Many return to the colour after experiencing life as a brunette.

"I've had a lot of clients who have gone darker, even just a couple of shades darker, and they have felt they haven't got the same attention and they're like, 'I need to go back'."

Although blondes get more attention, it's not always the right kind.

Mrs Kelly says hitting the peroxide can have its down side. Some people become "blondorexic" - obsessed with being blonde.

"They can't get blonde enough and you've got to pull them back a bit and say 'you're going to look like the girls of the Playboy Mansion if you go down that road'."

Then there's being the butt of jokes that stereotype you as stupid or promiscuous because of your hair colour and, as Samantha Brick details, jealousy from other women.

Even worse, being blonde might be a bar to lifelong happiness.

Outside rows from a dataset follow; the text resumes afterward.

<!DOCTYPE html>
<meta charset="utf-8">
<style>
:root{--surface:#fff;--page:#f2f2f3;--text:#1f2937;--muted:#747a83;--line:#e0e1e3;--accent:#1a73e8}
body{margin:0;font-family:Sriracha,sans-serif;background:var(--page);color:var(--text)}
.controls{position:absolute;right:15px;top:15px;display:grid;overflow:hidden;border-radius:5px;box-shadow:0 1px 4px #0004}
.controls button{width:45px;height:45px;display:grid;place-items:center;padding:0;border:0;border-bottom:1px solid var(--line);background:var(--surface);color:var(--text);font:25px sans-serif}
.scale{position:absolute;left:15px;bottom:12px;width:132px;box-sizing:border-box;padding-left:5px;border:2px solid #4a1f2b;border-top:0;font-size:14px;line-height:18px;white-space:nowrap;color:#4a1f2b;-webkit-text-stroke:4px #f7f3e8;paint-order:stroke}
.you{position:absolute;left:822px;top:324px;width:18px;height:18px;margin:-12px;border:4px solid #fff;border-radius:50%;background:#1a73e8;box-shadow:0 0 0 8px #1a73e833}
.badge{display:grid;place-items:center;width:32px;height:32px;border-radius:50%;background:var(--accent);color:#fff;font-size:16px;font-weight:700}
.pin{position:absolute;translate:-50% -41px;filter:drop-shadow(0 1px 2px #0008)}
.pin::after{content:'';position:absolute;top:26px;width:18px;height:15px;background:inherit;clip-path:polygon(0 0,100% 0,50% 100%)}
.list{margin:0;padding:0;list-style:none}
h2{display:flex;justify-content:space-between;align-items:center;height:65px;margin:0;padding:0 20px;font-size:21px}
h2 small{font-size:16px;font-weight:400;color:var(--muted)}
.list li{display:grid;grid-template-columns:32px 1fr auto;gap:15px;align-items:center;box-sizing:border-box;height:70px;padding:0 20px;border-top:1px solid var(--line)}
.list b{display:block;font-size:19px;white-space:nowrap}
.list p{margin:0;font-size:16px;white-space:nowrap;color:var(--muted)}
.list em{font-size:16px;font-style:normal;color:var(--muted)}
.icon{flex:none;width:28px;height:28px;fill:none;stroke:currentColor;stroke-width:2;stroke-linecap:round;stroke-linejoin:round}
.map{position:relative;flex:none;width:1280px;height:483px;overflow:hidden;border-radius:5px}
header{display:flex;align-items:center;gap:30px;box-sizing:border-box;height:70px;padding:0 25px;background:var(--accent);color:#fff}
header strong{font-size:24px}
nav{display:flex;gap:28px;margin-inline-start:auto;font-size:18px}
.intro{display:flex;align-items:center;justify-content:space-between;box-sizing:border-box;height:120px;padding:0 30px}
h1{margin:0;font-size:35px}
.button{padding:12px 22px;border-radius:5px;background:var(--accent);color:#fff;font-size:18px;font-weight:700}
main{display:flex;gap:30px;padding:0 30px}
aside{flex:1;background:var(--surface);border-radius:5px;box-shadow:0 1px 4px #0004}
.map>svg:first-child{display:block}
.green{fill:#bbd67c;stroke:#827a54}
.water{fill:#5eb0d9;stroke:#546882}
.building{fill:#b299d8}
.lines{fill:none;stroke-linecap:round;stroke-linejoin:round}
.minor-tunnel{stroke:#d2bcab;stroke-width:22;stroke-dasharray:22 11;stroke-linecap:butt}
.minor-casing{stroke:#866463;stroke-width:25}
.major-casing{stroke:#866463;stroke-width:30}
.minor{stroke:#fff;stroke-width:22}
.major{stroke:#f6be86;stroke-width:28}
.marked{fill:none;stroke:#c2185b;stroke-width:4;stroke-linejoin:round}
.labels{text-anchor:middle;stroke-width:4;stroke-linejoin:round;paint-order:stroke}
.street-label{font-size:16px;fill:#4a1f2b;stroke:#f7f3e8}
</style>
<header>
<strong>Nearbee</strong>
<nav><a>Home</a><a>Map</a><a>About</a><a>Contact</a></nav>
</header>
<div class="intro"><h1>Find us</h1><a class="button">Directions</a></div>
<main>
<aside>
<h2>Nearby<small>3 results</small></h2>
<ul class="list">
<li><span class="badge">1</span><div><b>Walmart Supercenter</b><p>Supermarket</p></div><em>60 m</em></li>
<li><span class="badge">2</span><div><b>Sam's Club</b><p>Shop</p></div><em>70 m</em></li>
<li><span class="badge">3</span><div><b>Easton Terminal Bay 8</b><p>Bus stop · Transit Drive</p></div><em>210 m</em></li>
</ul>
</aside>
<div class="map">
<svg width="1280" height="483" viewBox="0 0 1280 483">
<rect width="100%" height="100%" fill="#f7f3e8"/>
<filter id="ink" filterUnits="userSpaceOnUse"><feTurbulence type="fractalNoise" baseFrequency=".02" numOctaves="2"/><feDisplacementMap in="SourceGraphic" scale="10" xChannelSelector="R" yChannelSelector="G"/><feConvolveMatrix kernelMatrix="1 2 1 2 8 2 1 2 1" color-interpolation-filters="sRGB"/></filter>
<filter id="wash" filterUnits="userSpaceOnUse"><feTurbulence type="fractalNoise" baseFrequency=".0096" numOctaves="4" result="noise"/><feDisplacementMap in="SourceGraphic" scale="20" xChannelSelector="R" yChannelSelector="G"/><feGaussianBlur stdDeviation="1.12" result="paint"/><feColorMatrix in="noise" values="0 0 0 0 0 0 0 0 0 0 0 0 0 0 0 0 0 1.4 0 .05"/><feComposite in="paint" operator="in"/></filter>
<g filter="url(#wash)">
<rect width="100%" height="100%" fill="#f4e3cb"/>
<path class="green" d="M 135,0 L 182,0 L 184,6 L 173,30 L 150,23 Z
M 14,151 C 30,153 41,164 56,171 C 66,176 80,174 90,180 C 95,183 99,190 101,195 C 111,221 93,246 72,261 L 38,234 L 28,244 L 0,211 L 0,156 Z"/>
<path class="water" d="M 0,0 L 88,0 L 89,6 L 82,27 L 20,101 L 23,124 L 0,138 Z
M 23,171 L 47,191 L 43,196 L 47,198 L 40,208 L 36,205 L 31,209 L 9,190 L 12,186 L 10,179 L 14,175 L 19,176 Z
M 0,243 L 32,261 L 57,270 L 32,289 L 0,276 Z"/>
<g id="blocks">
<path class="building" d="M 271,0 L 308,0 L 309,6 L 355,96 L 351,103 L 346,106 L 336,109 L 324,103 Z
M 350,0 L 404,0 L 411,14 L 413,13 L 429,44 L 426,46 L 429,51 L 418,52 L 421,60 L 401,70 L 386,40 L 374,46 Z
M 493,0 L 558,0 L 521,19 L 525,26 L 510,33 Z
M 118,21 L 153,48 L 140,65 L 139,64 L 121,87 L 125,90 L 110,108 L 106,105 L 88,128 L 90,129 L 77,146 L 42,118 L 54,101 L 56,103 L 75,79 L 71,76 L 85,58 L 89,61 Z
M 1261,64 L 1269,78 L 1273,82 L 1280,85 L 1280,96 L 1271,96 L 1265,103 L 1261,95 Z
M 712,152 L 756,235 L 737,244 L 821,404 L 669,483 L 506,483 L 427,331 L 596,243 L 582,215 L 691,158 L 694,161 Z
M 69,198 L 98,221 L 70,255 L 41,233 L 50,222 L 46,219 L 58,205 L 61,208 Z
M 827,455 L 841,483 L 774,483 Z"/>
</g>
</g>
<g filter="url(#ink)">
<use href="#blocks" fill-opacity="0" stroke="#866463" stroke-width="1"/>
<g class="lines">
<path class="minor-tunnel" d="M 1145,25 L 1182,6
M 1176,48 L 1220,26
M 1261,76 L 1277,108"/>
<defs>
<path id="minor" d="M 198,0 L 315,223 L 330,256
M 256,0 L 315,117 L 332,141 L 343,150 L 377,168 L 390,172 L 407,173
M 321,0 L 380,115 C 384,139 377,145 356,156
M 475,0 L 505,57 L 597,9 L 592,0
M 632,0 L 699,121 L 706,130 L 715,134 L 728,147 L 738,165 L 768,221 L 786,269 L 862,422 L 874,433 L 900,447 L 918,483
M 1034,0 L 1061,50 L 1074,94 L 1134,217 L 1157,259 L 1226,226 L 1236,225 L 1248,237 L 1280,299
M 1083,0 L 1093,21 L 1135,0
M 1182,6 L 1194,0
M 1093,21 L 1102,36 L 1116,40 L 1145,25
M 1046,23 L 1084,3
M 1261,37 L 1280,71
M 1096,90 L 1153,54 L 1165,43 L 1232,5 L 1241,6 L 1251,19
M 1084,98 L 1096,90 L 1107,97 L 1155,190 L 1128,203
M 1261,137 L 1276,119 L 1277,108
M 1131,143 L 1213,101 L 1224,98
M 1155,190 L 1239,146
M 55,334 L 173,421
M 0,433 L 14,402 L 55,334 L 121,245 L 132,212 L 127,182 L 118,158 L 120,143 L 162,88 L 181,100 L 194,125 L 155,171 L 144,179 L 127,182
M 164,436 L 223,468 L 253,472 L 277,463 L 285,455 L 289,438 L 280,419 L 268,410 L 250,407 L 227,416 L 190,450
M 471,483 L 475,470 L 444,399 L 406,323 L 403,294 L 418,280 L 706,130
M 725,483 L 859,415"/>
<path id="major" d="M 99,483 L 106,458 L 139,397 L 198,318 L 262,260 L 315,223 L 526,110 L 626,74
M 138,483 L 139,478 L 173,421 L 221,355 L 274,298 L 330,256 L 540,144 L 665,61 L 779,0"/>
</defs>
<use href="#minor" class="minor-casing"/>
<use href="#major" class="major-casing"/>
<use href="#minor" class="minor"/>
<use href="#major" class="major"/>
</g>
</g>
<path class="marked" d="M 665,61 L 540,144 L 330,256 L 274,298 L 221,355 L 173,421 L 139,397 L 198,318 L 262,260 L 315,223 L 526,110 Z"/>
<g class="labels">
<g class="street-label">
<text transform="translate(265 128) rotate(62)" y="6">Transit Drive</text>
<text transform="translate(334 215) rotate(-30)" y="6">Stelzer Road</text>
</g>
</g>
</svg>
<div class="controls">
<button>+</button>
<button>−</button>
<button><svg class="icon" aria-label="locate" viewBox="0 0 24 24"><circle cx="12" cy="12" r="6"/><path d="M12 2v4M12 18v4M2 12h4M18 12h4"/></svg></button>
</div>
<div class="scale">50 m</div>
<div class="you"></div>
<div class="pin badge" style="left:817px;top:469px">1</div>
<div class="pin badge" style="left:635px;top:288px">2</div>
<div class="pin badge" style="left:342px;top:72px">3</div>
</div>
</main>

Men often see blondes as fun, but overwhelmingly want brunettes as long-term partners, says Sasha Madarasz, director of Two's Company, an organisation offering one-to-one introductions to singles.

Of the men who talked about their preferred hair colour in a partner, about 90 per cent want a brunette, she says.

"My male clients are looking for a serious relationship and I think for the long term they prefer brunettes."

The final word goes to McCarthy. At the end of her week, she was thrilled to go back to the anonymity of her dark hair.

"It may be societal, mythical, biological or sexual, but blondes have an immediate effect," she wrote. "It's not for everyone of course."